__Problem__
Your answer is a copy of every line in the records where "shield" appears.

Stored items:
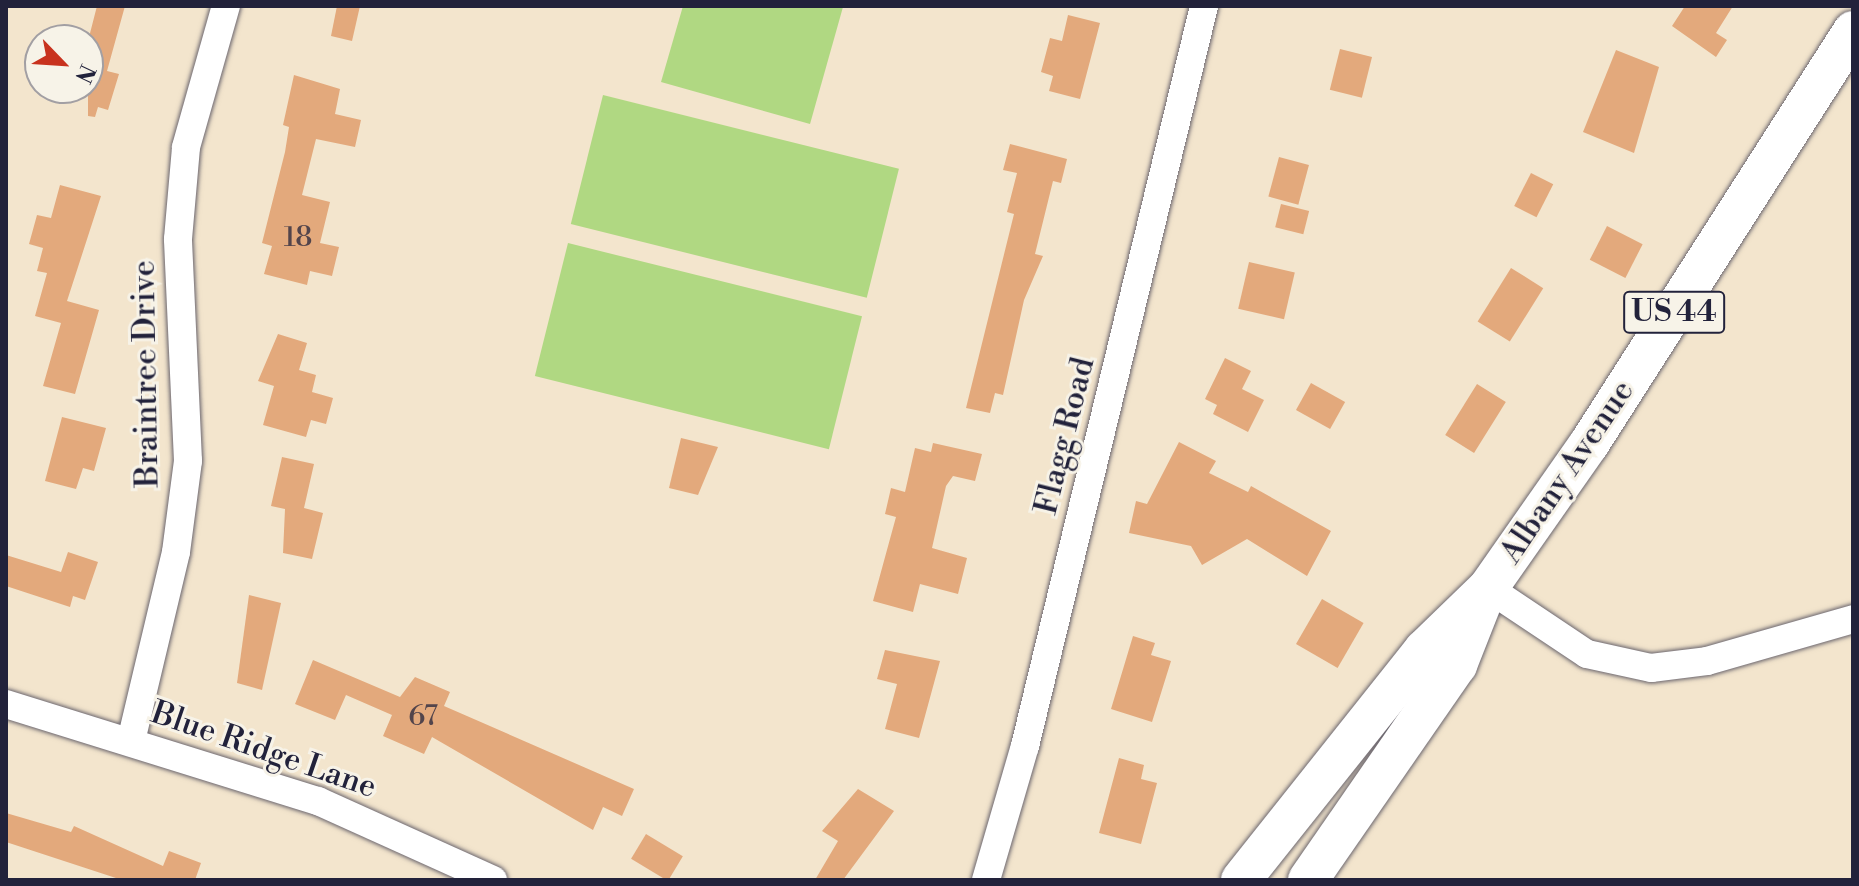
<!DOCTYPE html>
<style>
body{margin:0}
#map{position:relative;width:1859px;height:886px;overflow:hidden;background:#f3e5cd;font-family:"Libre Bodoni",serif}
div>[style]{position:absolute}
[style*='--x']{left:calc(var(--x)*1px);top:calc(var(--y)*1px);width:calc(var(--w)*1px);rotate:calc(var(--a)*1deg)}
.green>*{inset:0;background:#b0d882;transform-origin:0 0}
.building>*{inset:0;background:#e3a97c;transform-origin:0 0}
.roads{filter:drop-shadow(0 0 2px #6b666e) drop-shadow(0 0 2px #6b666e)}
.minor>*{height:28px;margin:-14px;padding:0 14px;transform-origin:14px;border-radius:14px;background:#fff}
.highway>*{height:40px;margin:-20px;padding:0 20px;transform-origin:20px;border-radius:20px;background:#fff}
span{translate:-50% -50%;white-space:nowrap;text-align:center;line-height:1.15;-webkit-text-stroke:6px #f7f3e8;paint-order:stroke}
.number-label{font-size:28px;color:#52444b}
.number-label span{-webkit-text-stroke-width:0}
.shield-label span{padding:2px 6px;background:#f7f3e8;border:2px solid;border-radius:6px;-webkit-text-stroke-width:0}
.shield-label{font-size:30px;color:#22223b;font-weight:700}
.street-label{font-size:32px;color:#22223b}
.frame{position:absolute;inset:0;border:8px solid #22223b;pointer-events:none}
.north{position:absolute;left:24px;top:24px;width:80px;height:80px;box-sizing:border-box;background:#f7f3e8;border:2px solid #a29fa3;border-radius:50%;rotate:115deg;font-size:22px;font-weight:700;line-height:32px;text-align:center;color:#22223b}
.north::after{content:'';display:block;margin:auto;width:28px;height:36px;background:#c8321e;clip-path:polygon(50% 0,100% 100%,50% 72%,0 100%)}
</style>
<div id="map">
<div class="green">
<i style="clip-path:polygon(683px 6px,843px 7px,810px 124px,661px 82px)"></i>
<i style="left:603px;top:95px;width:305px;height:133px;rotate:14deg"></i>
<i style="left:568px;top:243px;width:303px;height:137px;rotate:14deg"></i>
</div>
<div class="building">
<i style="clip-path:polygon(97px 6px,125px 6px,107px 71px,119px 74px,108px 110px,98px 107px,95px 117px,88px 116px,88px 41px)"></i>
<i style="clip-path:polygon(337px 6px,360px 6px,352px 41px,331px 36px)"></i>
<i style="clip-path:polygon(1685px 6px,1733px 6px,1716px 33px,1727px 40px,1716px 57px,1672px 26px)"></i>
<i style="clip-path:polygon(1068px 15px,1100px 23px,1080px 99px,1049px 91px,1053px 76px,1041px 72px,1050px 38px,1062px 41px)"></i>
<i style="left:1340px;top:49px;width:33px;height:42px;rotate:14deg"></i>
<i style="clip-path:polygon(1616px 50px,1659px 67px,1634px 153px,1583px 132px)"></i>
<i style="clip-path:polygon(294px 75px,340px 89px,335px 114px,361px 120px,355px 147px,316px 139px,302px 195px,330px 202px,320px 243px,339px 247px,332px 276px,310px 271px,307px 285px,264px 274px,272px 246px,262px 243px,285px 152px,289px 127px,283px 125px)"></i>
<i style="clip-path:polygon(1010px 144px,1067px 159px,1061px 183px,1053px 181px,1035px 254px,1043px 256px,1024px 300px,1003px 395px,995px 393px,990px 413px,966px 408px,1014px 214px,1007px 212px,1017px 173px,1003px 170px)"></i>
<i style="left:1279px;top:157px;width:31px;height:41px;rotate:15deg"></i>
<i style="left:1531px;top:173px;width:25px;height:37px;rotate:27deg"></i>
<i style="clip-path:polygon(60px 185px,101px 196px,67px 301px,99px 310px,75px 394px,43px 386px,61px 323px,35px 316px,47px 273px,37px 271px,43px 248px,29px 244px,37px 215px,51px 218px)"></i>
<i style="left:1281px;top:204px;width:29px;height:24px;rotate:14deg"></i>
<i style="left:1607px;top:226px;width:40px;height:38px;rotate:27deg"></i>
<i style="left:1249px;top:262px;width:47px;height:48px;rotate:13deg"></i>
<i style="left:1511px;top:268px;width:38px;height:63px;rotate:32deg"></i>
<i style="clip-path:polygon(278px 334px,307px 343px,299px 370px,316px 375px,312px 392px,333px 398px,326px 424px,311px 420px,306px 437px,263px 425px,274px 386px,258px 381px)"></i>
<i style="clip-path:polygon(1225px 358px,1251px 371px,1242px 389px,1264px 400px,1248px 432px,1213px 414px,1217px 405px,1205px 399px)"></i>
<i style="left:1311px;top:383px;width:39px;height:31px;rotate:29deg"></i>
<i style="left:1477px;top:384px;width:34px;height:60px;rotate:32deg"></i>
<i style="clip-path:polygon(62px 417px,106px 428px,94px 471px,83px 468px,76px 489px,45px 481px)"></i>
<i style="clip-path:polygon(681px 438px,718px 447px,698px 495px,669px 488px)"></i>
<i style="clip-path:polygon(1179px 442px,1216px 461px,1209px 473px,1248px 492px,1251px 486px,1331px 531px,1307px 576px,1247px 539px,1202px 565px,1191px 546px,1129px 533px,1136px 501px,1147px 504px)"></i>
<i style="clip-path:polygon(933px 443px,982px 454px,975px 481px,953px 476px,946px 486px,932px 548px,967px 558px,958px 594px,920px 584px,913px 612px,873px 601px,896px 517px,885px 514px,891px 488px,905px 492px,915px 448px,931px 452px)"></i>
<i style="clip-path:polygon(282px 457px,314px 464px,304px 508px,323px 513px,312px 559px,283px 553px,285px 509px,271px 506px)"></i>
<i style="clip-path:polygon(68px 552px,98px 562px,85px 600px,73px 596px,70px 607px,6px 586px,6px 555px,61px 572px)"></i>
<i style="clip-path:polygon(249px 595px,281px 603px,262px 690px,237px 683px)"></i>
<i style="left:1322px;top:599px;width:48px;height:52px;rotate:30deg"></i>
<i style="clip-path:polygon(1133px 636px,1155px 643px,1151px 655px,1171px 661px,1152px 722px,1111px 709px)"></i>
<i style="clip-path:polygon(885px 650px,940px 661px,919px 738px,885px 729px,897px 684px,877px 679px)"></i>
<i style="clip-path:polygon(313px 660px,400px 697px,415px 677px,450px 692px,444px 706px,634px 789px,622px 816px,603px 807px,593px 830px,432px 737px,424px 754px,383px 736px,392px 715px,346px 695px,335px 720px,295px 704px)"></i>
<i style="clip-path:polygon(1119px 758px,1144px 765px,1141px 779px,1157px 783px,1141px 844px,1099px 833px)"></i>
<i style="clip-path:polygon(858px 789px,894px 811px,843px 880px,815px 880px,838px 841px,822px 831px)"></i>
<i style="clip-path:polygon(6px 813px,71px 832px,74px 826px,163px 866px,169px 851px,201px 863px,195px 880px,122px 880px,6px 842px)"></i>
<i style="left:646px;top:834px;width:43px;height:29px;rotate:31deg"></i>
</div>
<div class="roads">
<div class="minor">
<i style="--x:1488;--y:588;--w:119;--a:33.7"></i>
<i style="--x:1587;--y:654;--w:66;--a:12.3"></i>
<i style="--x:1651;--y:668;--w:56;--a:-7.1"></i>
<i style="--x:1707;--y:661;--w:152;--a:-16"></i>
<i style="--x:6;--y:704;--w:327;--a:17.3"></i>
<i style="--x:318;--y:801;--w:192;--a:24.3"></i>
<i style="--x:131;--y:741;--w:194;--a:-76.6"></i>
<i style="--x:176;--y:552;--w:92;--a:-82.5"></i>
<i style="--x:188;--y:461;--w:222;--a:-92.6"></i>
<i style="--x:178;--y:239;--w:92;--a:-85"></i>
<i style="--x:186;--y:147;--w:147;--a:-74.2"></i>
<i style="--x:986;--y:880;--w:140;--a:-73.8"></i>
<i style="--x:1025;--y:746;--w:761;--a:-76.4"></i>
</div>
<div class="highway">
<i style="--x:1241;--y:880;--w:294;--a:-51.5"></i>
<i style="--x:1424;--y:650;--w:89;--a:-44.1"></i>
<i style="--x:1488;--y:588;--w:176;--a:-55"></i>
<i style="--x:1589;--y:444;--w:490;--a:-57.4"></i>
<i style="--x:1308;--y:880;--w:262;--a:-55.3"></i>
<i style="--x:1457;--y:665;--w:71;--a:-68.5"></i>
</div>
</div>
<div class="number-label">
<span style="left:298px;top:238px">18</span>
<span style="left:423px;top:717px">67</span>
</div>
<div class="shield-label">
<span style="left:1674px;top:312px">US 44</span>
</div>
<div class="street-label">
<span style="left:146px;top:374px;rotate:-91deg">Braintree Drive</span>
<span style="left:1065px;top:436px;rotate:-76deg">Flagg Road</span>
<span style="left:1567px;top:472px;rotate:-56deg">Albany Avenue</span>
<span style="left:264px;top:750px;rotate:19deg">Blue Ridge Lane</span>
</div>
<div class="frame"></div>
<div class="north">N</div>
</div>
==
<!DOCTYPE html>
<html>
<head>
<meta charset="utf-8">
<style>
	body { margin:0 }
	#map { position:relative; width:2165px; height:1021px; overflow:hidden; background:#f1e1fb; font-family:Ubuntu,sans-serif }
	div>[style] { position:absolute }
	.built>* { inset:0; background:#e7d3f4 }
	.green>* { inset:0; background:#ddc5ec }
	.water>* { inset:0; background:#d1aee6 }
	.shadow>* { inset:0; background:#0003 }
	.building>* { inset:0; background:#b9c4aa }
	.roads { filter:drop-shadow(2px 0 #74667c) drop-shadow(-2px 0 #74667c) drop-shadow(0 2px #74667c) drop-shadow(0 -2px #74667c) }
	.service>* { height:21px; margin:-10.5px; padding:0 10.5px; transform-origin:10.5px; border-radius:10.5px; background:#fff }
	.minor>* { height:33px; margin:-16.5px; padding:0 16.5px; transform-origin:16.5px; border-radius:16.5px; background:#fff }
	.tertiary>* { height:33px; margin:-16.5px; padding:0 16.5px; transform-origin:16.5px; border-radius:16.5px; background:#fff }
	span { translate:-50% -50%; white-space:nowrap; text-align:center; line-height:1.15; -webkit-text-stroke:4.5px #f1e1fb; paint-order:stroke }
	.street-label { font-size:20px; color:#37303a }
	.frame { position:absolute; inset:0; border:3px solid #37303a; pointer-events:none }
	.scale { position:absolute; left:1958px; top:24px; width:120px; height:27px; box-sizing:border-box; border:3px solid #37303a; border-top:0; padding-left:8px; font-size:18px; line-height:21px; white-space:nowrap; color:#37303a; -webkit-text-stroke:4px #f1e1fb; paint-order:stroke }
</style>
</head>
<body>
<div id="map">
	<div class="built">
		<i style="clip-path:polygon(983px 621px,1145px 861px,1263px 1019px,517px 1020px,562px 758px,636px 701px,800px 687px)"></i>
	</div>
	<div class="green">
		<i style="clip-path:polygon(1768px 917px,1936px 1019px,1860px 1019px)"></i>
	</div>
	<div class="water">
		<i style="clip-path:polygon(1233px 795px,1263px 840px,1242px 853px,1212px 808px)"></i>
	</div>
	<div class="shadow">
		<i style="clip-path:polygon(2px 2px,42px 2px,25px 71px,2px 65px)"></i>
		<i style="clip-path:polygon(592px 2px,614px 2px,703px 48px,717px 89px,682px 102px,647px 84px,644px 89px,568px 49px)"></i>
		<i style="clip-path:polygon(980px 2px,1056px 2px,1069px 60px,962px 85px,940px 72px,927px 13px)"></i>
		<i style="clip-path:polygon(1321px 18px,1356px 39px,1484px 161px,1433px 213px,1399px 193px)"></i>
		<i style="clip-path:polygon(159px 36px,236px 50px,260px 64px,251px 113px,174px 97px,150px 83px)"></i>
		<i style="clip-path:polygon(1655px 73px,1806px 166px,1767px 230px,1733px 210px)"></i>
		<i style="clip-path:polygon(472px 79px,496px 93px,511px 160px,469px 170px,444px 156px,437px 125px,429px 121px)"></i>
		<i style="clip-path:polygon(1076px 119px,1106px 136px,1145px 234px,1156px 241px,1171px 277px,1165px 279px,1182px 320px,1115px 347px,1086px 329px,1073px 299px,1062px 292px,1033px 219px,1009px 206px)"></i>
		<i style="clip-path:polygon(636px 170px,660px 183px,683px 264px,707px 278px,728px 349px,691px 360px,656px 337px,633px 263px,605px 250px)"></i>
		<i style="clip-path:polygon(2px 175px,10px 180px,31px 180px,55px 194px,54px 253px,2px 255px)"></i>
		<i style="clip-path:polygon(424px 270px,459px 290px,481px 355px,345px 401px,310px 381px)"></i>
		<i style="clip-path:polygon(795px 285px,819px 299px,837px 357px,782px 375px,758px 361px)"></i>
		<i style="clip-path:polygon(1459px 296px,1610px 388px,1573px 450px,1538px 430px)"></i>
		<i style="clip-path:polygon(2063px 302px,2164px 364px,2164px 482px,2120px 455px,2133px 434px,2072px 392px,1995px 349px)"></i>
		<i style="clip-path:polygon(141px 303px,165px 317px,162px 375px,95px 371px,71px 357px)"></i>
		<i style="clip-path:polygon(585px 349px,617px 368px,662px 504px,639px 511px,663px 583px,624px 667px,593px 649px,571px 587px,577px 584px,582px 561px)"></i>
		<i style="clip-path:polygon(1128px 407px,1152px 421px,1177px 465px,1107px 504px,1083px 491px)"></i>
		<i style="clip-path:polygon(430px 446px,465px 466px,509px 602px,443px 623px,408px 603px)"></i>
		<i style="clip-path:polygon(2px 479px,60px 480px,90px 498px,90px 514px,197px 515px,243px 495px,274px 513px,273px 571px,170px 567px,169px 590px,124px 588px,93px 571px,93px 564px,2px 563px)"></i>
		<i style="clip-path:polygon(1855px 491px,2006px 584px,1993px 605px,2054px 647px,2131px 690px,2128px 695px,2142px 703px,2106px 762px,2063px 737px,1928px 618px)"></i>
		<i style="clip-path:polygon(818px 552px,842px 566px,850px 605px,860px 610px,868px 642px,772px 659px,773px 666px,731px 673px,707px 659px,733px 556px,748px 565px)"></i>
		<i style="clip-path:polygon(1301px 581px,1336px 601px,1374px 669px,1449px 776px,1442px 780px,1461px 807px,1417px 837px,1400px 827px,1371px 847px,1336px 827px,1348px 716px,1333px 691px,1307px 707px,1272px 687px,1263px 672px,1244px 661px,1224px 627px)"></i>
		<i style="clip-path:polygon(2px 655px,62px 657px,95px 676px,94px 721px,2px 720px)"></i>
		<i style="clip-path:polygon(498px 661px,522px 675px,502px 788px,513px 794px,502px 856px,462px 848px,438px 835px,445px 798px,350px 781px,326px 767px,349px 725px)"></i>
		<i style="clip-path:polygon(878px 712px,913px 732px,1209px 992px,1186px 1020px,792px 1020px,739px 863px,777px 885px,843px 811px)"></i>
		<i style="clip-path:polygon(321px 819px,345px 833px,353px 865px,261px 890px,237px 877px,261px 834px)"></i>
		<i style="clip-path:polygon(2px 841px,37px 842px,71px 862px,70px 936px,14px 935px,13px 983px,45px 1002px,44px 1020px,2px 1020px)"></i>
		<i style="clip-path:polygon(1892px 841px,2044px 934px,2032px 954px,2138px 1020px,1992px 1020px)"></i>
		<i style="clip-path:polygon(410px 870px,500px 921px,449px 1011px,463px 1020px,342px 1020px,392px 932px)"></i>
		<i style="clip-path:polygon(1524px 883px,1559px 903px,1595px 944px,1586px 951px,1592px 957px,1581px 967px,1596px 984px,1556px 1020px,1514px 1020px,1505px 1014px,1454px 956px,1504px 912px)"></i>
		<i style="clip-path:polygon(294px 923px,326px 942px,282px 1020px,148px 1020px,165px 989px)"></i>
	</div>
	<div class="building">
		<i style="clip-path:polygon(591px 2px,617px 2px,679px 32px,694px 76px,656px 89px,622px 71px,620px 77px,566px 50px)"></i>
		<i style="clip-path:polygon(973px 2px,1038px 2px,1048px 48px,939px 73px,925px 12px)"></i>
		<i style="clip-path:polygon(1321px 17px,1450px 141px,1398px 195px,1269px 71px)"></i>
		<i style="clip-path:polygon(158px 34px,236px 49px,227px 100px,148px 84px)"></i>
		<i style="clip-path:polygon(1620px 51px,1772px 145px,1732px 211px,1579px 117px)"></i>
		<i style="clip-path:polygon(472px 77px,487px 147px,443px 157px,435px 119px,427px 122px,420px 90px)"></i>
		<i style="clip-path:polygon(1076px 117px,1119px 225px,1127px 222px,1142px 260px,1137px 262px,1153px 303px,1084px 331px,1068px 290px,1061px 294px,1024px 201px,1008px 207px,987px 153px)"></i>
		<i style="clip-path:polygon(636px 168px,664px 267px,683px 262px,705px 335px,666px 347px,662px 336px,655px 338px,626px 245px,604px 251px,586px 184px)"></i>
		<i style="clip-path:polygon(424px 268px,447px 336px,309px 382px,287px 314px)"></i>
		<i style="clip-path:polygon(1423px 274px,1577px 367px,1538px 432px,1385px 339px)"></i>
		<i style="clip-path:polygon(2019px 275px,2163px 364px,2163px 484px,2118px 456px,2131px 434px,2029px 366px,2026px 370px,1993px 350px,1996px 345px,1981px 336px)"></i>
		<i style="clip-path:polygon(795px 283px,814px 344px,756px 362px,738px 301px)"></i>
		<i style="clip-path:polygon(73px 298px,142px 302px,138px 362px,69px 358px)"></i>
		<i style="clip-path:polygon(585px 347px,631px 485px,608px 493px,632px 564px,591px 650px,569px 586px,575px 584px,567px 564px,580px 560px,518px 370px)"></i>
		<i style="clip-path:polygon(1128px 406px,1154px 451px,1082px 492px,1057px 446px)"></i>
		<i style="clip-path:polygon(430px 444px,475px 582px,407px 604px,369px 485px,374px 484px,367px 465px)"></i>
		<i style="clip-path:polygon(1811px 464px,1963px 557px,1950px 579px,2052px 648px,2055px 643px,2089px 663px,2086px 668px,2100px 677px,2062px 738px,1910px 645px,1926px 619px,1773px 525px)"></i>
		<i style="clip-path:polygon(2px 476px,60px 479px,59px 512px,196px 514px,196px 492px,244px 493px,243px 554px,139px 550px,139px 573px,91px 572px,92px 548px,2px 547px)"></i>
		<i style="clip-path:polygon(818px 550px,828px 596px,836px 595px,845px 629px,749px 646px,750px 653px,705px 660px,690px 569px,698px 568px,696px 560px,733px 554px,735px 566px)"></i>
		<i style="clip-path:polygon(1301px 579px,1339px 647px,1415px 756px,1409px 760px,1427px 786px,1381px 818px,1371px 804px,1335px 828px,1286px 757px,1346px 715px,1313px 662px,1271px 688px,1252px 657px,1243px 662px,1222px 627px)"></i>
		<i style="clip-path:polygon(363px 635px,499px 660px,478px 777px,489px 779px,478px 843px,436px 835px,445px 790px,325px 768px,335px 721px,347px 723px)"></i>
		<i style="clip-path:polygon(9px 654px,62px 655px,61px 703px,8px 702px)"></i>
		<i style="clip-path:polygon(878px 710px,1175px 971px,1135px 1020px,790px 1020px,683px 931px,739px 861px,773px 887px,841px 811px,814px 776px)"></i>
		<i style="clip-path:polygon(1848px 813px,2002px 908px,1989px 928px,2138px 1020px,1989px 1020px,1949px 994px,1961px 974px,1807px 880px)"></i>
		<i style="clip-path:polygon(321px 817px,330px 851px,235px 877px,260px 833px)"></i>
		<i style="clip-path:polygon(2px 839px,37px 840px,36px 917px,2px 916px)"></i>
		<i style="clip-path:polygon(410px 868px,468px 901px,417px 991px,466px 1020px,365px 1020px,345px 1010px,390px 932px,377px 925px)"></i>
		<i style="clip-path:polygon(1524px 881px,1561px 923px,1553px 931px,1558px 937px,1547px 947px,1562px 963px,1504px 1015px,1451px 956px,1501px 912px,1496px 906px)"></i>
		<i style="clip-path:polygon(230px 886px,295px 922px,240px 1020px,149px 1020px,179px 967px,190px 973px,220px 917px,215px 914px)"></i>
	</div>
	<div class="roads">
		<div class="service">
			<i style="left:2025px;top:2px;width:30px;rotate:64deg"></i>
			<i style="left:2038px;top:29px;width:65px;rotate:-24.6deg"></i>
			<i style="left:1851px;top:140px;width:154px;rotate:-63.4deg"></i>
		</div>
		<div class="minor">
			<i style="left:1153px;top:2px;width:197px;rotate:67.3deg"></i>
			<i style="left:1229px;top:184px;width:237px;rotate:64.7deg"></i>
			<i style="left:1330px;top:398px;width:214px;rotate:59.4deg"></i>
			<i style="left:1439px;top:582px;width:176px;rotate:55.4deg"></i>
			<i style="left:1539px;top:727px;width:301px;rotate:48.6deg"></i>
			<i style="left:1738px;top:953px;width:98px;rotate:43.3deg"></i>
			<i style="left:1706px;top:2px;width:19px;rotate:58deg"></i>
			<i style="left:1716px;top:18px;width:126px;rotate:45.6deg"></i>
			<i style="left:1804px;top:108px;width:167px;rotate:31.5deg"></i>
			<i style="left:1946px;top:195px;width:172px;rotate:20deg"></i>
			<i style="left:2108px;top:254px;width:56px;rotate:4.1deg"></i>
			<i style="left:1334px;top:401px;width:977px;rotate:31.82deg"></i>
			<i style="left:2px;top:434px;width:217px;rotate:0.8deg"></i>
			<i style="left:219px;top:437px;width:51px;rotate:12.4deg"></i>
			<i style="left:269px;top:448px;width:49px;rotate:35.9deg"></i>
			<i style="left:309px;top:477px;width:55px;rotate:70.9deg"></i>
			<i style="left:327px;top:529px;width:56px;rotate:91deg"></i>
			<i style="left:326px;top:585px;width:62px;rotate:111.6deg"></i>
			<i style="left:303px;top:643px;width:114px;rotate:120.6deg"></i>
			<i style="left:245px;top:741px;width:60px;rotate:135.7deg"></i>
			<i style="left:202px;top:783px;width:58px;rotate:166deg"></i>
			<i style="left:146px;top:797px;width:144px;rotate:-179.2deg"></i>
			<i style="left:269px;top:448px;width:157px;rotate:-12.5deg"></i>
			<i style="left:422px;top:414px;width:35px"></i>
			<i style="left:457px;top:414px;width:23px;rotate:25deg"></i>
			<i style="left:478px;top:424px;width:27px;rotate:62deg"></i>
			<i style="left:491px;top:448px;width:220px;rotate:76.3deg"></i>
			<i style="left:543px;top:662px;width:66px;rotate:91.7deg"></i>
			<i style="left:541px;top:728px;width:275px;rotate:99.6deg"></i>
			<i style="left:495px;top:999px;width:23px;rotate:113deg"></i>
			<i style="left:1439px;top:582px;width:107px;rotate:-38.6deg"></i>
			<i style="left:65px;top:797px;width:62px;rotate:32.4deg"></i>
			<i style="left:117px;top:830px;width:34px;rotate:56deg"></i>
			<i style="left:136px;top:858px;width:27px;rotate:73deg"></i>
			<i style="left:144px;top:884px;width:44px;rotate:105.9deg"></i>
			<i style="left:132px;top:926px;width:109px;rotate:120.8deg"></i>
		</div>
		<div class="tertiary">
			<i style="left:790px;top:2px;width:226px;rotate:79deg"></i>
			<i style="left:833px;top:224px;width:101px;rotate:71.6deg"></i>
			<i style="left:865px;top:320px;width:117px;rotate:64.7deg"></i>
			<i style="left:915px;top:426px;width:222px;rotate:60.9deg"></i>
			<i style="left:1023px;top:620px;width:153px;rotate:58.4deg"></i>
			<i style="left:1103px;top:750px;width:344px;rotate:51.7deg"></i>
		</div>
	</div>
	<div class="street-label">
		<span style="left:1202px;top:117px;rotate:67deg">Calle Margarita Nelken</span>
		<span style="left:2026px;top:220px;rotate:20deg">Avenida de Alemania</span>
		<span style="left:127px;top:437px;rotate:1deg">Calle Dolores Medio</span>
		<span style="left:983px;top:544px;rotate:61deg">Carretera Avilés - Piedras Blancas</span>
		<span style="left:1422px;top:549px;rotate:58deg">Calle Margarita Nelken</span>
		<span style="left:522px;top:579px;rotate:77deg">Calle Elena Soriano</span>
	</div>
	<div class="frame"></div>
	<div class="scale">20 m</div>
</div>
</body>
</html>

__Result__
.shield-label span{padding:2px 6px;background:#f7f3e8;border:2px solid;border-radius:6px;-webkit-text-stroke-width:0}
.shield-label{font-size:30px;color:#22223b;font-weight:700}
<div class="shield-label">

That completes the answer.